Beerkambraam
Rubus guestphalicoides H.E.Weber
Rubi Westphalici 270 (1986).
Lectotype (Weber 1986): HAN, Braeucker, Derschlag, Mittelstebecke, 12.08.1880.
Gehele plant zeer dicht behaard, grote 3-tallige bladeren, kelkslippen opgericht; meeldraden korter dan de stijlen.
Bladloot kantig, 4-9 mm dik, in de zon paarsrood, zeer dicht afstaand behaard, met ± 50 of meer kortgesteelde klieren en 0-2 kleine stekels per 5 cm.
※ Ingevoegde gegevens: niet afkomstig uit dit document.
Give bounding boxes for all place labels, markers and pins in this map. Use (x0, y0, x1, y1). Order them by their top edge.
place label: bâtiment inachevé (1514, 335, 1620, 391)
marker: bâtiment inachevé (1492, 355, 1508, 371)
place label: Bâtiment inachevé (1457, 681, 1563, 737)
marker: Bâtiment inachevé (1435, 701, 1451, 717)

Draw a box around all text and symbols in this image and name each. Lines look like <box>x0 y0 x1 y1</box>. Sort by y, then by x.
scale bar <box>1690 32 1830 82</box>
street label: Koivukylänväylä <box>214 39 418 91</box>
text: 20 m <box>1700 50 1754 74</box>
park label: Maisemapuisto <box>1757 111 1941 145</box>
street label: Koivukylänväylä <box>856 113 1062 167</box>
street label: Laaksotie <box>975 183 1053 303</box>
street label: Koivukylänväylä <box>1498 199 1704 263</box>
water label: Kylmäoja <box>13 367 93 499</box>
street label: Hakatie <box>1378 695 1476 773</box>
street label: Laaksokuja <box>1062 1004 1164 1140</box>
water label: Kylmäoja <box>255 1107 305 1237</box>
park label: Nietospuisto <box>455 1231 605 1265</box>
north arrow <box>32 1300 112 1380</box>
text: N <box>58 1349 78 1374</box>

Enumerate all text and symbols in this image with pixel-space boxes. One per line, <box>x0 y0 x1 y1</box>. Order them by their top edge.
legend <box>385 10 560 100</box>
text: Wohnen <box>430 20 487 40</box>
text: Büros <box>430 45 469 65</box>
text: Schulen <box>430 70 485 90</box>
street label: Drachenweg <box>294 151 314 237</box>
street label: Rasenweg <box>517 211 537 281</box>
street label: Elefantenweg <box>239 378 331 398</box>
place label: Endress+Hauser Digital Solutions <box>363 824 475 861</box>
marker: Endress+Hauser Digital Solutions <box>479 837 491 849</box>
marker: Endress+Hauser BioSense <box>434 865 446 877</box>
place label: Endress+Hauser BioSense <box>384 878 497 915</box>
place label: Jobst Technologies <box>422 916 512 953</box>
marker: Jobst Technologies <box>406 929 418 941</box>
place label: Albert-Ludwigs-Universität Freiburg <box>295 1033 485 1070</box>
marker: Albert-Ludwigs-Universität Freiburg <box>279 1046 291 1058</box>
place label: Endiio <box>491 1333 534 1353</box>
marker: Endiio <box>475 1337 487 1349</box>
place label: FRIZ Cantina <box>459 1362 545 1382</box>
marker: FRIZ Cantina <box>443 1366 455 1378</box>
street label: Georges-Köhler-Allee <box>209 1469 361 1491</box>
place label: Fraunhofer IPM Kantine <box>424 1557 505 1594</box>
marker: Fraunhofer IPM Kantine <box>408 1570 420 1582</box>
Grote stekels 5-10 per internodium, uit 1-4 mm brede voet zeer snel versmald en scherp teruggericht, tot 5-6 mm lang. Bladsteel 7-8 cm, veel korter dan de zijblaadjes, met 5-8 teruggerichte of zwak gebogen stekels, ruig behaard, met kortgesteelde klieren. Bladeren 3-tallig, vaak met gelobde zijblaadjes, aan de bovenzijde weinig behaard, aan de onderzijde met kamharen op de nerven. Bladrand niet of nauwelijks periodisch gezaagd met grove, rechte of zelden iets naar buiten gerichte tanden. Topblaadje 98-125 mm lang, eirond -elliptisch tot breed ruitvormig, met uitgerande of hartvormige voet, geleidelijk in een zeer lange brede spits versmald; breedte 60-73% van de lengte. Lengte van het steeltje 25-35% van de lengte van het blaadje. Bloeitak kantig, zeer dicht afstaand behaard, met 50->200 korte klieren. Stekels 1-4 per internodium, slank, teruggericht, 3-4 mm lang. Bloeiwijze piramidaal, aan de voet bebladerd, dicht ruig zilverwit behaard, met talrijke korte, in de beharing verborgen klieren en verspreide kleine naaldstekels, soms haast onbestekeld. Zijtakken afstaand tot schuin opgericht, onder het midden gedeeld, de langste met 2-10 bloemen. Bloemsteeltjes < 9 mm lang, viltig en ruig behaard, met talrijke donkere klieren en 0-2 stekels. Kelkslippen opgericht, met uitgetrokken punt, groen-grijs, viltig en behaard, vrijwel zittende donkere klieren en 1-2 stekels. Kroonbladen, wit, breed eirond of ruitvormig tot cirkelrond, klein (6-8 mm lang). Meeldraden korter dan de stijlen. Stijlen geelgroen of met rode voet. Helmhokken en vruchtbeginsels kaal. Vruchtbodem behaard. Bloeitijd: eind juni, juli.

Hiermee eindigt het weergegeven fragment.